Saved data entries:
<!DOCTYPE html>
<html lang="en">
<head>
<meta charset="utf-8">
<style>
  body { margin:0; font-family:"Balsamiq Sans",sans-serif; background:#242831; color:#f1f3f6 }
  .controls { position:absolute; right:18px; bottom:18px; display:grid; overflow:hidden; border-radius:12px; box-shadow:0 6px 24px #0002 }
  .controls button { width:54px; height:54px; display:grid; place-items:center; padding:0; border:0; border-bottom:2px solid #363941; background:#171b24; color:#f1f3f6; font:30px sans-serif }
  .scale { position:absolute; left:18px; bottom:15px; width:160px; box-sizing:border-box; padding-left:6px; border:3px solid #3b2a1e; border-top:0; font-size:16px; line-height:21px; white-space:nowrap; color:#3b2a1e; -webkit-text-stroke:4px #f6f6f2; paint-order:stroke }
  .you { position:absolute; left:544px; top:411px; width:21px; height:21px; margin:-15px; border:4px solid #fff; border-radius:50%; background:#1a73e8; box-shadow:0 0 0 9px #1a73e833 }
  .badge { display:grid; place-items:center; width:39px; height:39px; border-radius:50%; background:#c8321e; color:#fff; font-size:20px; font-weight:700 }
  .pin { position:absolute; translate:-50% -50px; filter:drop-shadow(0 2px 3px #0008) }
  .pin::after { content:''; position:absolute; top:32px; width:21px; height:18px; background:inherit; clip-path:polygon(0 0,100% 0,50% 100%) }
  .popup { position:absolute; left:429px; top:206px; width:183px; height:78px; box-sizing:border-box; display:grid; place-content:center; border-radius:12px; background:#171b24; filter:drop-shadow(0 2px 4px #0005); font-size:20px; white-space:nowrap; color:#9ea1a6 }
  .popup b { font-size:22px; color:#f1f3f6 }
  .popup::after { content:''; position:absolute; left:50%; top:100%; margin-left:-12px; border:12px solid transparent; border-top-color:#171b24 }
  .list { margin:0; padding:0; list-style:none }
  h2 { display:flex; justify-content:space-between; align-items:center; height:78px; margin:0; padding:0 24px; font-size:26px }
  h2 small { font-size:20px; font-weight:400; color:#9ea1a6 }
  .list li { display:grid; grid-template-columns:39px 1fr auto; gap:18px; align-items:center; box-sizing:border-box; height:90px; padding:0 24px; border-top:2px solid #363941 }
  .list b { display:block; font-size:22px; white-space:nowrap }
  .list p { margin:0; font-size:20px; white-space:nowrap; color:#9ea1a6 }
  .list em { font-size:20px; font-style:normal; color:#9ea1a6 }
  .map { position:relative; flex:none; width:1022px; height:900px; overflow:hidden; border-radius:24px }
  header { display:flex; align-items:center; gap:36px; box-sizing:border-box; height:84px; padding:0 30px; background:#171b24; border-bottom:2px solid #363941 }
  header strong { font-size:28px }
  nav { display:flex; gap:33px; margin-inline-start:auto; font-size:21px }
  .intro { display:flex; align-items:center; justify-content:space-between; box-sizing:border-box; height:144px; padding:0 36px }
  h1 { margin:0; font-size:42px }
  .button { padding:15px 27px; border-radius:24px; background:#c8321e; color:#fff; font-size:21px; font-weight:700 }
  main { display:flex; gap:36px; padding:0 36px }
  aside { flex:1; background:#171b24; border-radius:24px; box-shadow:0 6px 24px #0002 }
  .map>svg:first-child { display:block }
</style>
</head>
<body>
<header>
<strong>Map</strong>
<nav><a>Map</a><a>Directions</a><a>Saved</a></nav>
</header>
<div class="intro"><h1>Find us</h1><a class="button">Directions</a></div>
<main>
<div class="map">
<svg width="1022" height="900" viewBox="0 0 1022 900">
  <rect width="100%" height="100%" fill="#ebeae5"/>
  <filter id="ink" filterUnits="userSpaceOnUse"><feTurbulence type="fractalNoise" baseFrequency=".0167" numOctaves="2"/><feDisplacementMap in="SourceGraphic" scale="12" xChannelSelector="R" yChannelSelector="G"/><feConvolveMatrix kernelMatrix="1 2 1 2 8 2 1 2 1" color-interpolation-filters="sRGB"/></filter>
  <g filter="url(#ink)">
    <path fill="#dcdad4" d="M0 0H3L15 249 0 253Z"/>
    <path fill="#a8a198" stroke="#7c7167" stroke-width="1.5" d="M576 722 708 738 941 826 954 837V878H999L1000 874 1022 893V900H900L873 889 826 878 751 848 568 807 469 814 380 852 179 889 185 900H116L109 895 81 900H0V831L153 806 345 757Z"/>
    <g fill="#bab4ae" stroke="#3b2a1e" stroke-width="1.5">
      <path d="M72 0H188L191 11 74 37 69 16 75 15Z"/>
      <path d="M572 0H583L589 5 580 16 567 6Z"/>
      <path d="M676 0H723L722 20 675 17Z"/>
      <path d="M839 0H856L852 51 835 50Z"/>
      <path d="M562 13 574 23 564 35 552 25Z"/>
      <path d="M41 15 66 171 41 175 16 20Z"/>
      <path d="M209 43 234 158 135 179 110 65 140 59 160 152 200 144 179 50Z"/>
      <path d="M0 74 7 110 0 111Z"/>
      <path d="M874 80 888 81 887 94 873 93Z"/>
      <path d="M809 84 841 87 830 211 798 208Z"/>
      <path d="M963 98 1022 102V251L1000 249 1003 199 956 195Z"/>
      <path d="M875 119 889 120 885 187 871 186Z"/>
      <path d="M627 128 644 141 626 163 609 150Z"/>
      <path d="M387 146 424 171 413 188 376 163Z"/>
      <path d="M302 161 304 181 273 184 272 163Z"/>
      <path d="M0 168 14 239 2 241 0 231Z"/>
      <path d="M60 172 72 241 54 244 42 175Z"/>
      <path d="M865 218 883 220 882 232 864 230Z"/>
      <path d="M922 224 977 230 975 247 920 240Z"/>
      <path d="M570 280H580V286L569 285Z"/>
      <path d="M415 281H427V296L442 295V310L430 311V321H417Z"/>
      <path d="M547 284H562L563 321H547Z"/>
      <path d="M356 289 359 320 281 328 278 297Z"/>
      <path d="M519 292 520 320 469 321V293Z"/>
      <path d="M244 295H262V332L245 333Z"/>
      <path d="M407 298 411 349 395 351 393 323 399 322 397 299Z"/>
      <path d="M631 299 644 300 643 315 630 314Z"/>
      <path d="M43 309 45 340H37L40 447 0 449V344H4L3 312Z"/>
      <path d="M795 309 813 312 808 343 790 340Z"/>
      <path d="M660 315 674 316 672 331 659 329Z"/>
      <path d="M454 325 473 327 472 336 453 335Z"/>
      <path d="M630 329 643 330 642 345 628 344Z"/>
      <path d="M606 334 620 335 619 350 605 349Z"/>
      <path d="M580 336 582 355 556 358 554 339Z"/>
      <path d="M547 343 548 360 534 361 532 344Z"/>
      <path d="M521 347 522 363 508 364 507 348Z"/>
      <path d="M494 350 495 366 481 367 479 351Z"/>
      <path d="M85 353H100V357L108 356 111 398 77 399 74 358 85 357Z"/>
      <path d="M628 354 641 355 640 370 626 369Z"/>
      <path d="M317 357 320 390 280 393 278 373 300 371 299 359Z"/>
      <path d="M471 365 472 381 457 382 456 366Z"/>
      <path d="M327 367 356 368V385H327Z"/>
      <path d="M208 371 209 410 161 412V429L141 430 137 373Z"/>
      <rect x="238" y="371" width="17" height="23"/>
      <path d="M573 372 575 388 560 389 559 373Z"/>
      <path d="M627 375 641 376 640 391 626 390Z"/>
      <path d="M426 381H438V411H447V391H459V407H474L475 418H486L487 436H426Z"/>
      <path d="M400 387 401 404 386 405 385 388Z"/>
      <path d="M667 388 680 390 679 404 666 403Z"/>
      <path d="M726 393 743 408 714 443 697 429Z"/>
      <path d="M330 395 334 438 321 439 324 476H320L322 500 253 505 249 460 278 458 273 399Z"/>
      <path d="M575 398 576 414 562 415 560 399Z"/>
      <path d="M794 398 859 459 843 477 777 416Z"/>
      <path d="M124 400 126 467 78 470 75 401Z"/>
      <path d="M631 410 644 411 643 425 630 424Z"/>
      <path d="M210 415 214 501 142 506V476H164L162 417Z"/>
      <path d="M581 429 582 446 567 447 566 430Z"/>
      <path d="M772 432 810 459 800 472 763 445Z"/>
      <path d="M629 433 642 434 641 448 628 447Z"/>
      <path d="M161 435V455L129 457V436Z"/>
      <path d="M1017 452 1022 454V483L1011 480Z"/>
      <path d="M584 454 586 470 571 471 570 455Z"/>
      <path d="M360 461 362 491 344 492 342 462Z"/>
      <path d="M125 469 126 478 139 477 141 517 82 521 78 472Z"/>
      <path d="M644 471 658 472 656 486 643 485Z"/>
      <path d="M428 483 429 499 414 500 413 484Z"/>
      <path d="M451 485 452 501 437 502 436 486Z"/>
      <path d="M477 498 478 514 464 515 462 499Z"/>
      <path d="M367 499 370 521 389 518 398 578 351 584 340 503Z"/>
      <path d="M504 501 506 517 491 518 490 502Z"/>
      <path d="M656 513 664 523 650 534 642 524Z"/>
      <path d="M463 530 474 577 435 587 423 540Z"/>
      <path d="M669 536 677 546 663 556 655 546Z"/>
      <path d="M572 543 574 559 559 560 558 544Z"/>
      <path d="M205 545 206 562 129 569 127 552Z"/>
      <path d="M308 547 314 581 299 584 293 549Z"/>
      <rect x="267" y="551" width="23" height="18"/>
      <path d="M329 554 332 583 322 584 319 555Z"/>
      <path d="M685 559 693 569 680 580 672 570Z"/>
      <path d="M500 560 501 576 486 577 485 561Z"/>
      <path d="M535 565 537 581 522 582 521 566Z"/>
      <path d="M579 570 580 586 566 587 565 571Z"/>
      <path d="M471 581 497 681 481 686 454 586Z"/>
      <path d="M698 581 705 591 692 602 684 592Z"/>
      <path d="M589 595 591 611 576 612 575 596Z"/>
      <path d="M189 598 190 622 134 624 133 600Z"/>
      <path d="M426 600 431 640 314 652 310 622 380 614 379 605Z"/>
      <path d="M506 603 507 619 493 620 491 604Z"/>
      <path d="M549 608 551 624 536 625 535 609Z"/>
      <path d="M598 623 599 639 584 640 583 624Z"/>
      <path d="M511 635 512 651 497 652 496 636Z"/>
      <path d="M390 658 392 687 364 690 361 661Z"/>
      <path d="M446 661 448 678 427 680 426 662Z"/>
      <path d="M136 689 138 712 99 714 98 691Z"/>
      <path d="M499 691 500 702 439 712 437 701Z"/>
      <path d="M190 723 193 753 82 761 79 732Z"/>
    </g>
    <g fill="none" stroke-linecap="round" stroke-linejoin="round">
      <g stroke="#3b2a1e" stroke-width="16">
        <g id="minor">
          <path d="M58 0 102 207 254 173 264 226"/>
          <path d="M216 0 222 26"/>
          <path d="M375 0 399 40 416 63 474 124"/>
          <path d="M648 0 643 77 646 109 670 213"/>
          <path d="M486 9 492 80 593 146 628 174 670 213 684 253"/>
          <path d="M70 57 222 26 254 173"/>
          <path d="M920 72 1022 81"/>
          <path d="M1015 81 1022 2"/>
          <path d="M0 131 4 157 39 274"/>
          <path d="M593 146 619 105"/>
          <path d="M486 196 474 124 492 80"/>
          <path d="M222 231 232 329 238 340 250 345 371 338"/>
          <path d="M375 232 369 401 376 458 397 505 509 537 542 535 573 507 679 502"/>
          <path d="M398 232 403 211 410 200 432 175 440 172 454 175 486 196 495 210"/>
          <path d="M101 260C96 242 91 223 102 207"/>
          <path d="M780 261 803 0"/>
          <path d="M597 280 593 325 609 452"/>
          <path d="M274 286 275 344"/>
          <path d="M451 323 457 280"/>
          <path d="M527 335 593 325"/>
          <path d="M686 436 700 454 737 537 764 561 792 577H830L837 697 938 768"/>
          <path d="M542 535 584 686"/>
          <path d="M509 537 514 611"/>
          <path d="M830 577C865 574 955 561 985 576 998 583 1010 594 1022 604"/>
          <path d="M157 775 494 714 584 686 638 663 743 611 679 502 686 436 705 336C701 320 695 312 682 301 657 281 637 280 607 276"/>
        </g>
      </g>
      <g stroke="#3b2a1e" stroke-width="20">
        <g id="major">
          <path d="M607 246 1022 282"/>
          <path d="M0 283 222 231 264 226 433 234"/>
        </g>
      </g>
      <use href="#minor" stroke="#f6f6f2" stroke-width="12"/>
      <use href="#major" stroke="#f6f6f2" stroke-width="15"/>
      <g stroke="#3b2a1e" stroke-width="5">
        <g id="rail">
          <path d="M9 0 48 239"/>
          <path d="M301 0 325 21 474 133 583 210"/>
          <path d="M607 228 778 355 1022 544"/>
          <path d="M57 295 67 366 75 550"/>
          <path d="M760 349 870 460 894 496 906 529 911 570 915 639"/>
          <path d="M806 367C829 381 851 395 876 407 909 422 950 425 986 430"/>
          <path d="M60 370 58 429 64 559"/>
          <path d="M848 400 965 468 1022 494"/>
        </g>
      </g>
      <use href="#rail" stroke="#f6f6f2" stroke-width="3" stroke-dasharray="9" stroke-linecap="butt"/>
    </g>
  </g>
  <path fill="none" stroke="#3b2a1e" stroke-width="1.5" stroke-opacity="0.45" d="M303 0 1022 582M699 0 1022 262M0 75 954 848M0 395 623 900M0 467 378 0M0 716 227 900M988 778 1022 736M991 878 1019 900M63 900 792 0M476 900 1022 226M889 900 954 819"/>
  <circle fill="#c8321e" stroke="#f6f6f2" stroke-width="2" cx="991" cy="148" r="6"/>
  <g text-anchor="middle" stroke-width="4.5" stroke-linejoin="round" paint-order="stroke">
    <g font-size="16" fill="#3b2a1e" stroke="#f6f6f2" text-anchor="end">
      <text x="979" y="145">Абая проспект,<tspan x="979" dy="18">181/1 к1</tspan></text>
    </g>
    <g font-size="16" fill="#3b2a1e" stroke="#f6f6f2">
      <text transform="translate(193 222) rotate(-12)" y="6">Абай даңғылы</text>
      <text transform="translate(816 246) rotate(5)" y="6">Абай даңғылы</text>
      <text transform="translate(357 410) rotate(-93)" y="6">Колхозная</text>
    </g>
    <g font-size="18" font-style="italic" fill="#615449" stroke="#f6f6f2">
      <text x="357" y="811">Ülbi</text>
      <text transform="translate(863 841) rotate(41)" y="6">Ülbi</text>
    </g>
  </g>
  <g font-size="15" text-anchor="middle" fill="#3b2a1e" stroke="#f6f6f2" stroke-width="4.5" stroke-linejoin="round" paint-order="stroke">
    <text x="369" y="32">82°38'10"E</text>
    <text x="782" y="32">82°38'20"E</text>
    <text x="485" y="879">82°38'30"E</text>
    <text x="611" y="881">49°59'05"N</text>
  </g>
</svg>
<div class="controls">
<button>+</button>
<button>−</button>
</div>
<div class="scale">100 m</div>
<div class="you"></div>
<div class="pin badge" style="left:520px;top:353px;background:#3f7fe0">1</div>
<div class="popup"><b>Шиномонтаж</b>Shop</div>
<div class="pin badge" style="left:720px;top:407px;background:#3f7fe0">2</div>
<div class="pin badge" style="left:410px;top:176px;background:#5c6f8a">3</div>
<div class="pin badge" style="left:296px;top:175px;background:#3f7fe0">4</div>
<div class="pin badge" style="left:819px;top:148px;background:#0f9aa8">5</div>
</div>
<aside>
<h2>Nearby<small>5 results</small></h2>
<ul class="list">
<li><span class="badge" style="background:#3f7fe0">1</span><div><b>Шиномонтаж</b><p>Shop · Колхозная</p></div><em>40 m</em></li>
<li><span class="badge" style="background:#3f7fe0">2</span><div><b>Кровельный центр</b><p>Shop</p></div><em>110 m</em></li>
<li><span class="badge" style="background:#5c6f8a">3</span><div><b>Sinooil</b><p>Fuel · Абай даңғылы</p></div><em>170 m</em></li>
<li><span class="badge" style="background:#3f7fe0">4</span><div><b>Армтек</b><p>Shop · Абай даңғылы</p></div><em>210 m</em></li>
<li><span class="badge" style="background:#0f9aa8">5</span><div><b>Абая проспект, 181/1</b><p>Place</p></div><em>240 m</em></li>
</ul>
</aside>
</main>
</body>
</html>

Task prompt: Go through the records and work out how many lines contain the string "strong". The answer should be that number alone.

Final answer: 2